# Polaris 850 stereo



## troutkiller (Mar 23, 2005)

Im thinking about mounting my speakers flush on the front cargo box. Does anyone have any suggestions? Also, I just ordered a hot seat exhaust. Any thoughts? Thanks


----------



## dabossgonzo (Mar 5, 2010)

*pics*

Post up sonme pics once teh speakers are mounted I would like to see the set up.
My Honda recon has the HMF exhaust and it is way to loud for me (old man lol), I ordered the quiet core for it but haven't installed it yet but sure hope it works.


----------



## calphil (Jan 17, 2011)

call PATV they can get you fixed up on anything you need and want...they are in Bridge City TX


----------



## troutkiller (Mar 23, 2005)

PATV does not have what I'm looking for. I don't want a tube system. I want to flush mount the speakers so I don't lose the use of my headlight & I want it to look clean. I'll post some pics when I'm done. I just bought this 4 wheeler last week so I'm in Hop-Up mode.  I'm also looking for a good place to ride close to Houston.
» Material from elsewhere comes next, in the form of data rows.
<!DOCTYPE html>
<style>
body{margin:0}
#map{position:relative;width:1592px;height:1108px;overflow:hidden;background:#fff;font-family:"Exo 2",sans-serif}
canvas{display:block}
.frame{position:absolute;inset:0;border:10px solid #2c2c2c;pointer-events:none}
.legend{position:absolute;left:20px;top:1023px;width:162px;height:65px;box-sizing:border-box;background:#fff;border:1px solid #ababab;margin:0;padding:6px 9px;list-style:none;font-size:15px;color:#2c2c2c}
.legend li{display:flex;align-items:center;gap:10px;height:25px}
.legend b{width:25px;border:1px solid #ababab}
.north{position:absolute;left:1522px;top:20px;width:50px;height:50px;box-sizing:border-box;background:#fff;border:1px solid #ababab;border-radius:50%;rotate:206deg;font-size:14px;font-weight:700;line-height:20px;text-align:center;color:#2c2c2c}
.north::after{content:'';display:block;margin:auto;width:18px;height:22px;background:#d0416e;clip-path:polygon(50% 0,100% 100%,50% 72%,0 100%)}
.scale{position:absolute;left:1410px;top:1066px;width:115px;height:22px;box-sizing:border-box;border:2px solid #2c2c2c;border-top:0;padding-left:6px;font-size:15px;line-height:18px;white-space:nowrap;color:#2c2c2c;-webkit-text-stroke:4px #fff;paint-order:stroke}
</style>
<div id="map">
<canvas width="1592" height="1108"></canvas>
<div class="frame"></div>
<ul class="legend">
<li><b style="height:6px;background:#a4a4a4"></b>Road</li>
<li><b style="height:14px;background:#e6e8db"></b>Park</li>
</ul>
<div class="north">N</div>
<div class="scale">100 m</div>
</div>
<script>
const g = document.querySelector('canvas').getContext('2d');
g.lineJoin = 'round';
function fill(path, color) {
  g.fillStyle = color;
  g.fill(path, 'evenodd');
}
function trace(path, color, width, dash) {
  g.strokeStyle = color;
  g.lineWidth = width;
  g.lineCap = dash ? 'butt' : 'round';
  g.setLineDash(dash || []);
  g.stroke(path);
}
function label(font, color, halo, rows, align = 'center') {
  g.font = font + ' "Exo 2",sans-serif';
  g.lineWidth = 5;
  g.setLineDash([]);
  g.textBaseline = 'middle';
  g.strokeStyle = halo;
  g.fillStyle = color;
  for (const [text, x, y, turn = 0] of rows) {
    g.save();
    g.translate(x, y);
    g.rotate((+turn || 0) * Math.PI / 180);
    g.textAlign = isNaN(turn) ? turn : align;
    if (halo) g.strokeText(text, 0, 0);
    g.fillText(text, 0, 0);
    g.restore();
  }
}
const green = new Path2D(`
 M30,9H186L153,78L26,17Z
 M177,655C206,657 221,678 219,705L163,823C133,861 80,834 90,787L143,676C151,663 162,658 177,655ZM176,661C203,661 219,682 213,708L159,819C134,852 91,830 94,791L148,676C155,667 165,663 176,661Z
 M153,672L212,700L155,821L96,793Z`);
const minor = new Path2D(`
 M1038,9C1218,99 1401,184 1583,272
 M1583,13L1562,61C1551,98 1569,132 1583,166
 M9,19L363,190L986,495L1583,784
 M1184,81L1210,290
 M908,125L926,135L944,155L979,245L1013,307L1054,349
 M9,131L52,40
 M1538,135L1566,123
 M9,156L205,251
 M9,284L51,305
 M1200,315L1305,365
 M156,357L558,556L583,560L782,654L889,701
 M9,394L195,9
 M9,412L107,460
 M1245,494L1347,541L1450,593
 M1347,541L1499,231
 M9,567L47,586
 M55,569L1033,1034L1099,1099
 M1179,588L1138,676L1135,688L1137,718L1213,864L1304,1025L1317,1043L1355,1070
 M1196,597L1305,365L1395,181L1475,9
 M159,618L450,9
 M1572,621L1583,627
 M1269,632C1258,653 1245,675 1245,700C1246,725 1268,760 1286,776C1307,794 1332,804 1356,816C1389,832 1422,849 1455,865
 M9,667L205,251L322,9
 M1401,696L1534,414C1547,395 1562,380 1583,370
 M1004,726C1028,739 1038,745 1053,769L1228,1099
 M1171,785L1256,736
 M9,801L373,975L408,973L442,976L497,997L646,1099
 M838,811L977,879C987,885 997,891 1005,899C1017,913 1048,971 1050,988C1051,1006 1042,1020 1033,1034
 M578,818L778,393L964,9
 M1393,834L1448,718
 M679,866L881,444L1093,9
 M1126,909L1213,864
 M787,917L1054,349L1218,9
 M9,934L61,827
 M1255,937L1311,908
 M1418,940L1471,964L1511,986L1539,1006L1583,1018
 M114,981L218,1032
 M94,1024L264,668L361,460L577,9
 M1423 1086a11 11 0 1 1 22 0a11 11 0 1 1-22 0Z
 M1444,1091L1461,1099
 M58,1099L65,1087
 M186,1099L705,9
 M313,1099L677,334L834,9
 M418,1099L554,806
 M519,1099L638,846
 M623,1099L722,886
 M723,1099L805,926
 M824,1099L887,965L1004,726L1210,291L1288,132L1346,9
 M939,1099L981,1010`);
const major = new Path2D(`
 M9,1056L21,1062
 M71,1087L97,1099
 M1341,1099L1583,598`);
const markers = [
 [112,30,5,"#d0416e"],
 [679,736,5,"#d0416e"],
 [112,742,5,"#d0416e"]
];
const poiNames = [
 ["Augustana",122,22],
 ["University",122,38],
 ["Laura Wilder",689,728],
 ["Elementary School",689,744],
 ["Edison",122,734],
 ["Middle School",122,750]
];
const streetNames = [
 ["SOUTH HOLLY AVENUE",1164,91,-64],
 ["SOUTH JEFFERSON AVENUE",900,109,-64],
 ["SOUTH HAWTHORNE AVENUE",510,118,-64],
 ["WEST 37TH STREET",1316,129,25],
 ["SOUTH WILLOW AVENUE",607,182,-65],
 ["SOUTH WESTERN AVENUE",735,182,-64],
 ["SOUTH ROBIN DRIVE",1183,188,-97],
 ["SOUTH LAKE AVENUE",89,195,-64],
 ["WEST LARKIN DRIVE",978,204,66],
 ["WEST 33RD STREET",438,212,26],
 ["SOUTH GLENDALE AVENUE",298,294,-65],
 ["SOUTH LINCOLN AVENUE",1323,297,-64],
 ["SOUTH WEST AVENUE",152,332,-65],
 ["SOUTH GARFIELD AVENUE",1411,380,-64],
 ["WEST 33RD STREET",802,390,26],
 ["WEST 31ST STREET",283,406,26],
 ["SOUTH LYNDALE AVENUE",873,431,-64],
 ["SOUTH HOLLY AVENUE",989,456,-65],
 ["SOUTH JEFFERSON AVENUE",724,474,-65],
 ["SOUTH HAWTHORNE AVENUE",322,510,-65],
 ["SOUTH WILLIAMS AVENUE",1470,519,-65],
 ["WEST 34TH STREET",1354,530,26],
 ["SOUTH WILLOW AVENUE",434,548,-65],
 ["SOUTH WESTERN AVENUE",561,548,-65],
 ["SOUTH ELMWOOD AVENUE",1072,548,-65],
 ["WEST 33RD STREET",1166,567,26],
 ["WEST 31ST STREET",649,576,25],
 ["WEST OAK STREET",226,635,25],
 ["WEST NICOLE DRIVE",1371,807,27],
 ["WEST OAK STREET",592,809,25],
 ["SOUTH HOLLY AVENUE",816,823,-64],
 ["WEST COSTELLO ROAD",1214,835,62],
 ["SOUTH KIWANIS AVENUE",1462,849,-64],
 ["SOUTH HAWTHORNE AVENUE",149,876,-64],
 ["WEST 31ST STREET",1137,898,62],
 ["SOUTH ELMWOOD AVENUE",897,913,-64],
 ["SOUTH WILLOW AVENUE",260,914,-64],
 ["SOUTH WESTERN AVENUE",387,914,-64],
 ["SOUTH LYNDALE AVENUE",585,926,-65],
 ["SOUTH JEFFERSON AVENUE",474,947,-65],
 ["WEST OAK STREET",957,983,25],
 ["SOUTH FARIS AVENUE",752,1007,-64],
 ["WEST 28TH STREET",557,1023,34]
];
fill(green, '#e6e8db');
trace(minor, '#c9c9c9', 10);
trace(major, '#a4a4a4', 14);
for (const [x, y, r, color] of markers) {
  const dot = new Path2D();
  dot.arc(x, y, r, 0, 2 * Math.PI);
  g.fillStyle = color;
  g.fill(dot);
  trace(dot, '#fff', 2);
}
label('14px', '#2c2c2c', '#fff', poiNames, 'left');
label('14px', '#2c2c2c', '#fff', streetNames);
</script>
Any advice?


----------



## waterspout (May 21, 2004)

shadetreepowerssports.com several kinds for decent price. if you want a kick A system PM me.


----------



## Hotrod (Oct 11, 2006)

My Hotseat on my 850 sounds like a Harley lol. I get compliments on it all the time

There is a guy in Crosby that does stereos, name is Cody. Louder Than Her. If you want his number let me know.


----------



## N5fwb (Aug 1, 2012)

Check out downsouthoffroad.com for a place to ride. They have 750 acres to ride on and it's located in Crosby


----------



## Stspower (Apr 6, 2012)

Any luck?


----------